Les impressions que j'ai pu avoir sur NaSh se confirment avec 4, le nouveau disque de RougeGorgeRouge sorti en totale autoproduction en octobre 2021 puis qu'également enregistré et mixé par le groupe lui-même. En effet, à l'occasion de chaque lancement de nouvel album (en moyenne tous les trois ans), le quatuor rock originaire de Bordeaux se travestit pour nous emmener vers des sonorités différentes avec des couleurs aux tonalités nuancées par rapport à celles délivrées auparavant. Ici, sur 4 (comme leur nombre d'opus), c'est plutôt la pop noisy et l'indie rock aux relents 90's qui sont à l'honneur, plus précisément dans un style qui pourrait être un mélange parfait entre Sonic Youth, Dinosaur Jr. avec quelques autres formations supplémentaires - qui ne proviennent pas forcément des années 1990 - en fonction des morceaux.
"Your shadow" débute de manière douce le voyage entrepris par RougeGorgeRouge sur ce 4, une sorte d'introduction planante aux claviers avec de fines guitares et un chant presque confessionnel. Les choses sérieuses arrivent dès "Kill my friends", les guitares se réchauffent progressivement, le rythme s'accélère, la noise et les effets dominent les débats. "Disappear" montre quant à lui ses belles formes indie-pop 90's, ses mélodies, et sa rage brûlante, en toute humilité bien entendu.

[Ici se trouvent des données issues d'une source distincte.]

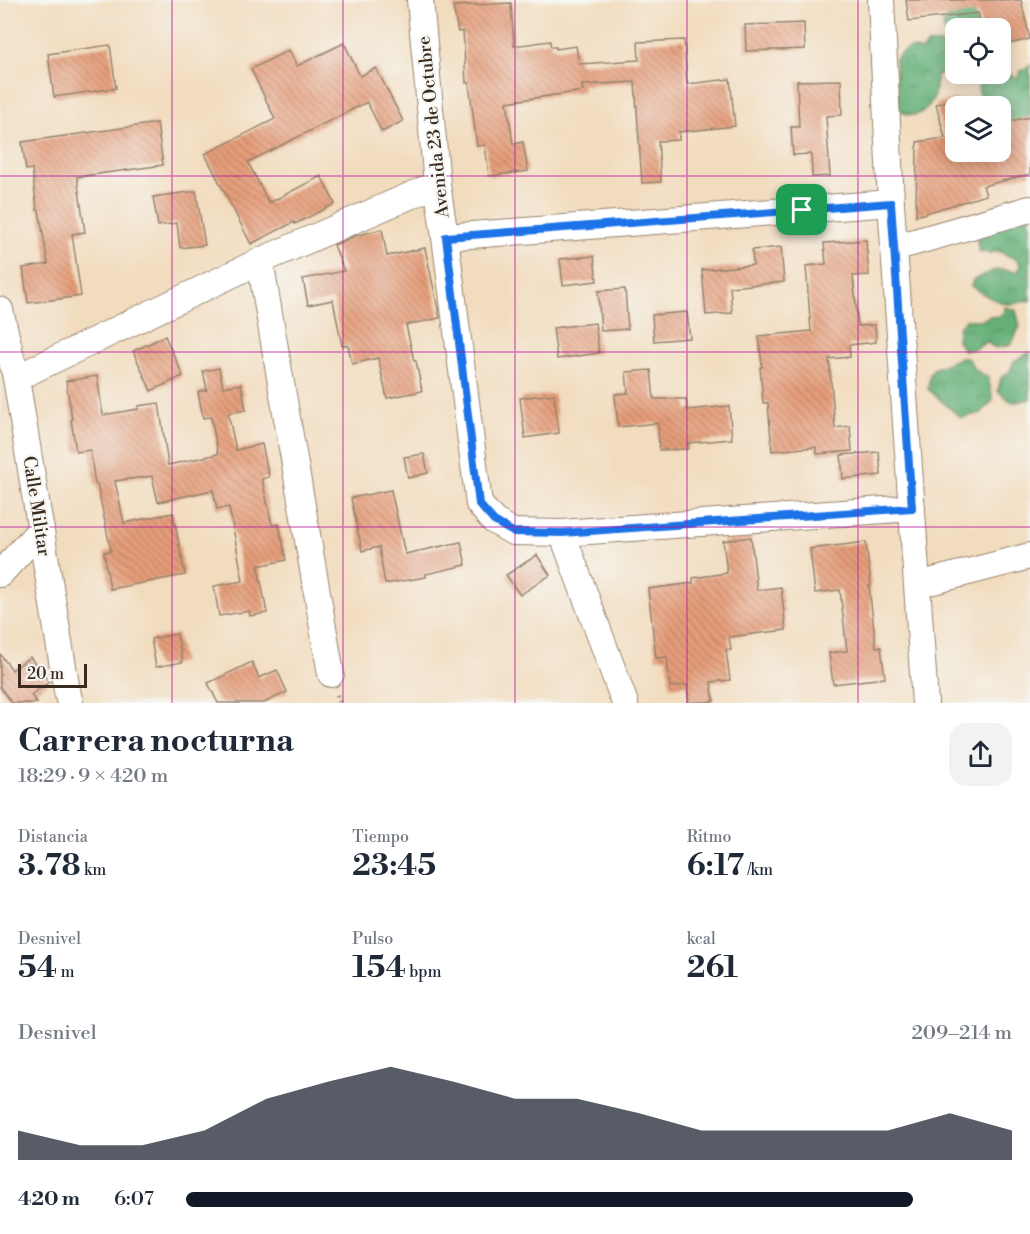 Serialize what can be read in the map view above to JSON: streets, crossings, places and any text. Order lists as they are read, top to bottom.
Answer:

Simple et efficace ! "The digger" attaque un virage Sonic Youthien bien écorché et tendu procurant un élan de bonheur à ce moment précis de l'album. En effet, ce crescendo observé depuis le début de l'écoute du disque témoigne de la bienveillance des Bordelais à faire en sorte que leur œuvre soit appréciée de la meilleure des manières, comme une narration à suivre. Nous sommes au milieu de l'album, tel un changement de face, "(My) evolution" fait redescendre la pression avec sa rythmique hypnotique et sa basse tranchante. On termine là l'un des plus beaux morceaux de l'album, et sans coup férir, le groupe enchaine direct avec un "Finger" d'obédience kraut-rock. Ce titre fait écho avec le précédent sur son côté cyclique tout en changeant totalement d'ambiance. Parti-pris astucieux de la part de RougeGorgeRouge. "Hora hora" est le titre le plus long de 4, une progression post-punk noise éthérée et totalement sublime, on sent ici qu'on atteint le climax de la deuxième partie (comme le fut "Digger" sur la première).
Avec une ferveur et une passion palpable, on sent que chaque recoin des chansons proposées sur ce disque a été pensé et soigné, un peu comme si c'étaient des morceaux issus d'autres formations que RougeGorgeRouge aurait eu un fou plaisir à écouter. 4 rend son dernier souffle avec "Bit tune", un titre instrumental à part du reste du disque de par son format, sorte d'indus rock entrainant et martial au sein duquel s'égrènent des sons de guitares criant de souffrance. Encore un contrepied de la part des Bordelais, au cas où son auditoire n'aurait toujours pas compris ses velléités de se libérer des cases qu'on pourrait tenter de lui imposer de force. Un dernier souffle particulier car le groupe, étant séparé par la distance, a mis fin à ses activités récemment, tout en ayant l'espoir de se retrouver pour travailler sur des improvisations qui seront mises en ligne sur Bandcamp, si le jeu en vaut la chandelle. Cela nous fait d'autant plus regretter sa disparition au regard de cet album réussi mais aussi, ne l'oublions pas, de l'ensemble de son œuvre qu'on vous conseille d'aller découvrir rapidement si, en lisant cette chronique, vous tombiez pour la première fois sur cette formation qu'est RougeGorgeRouge.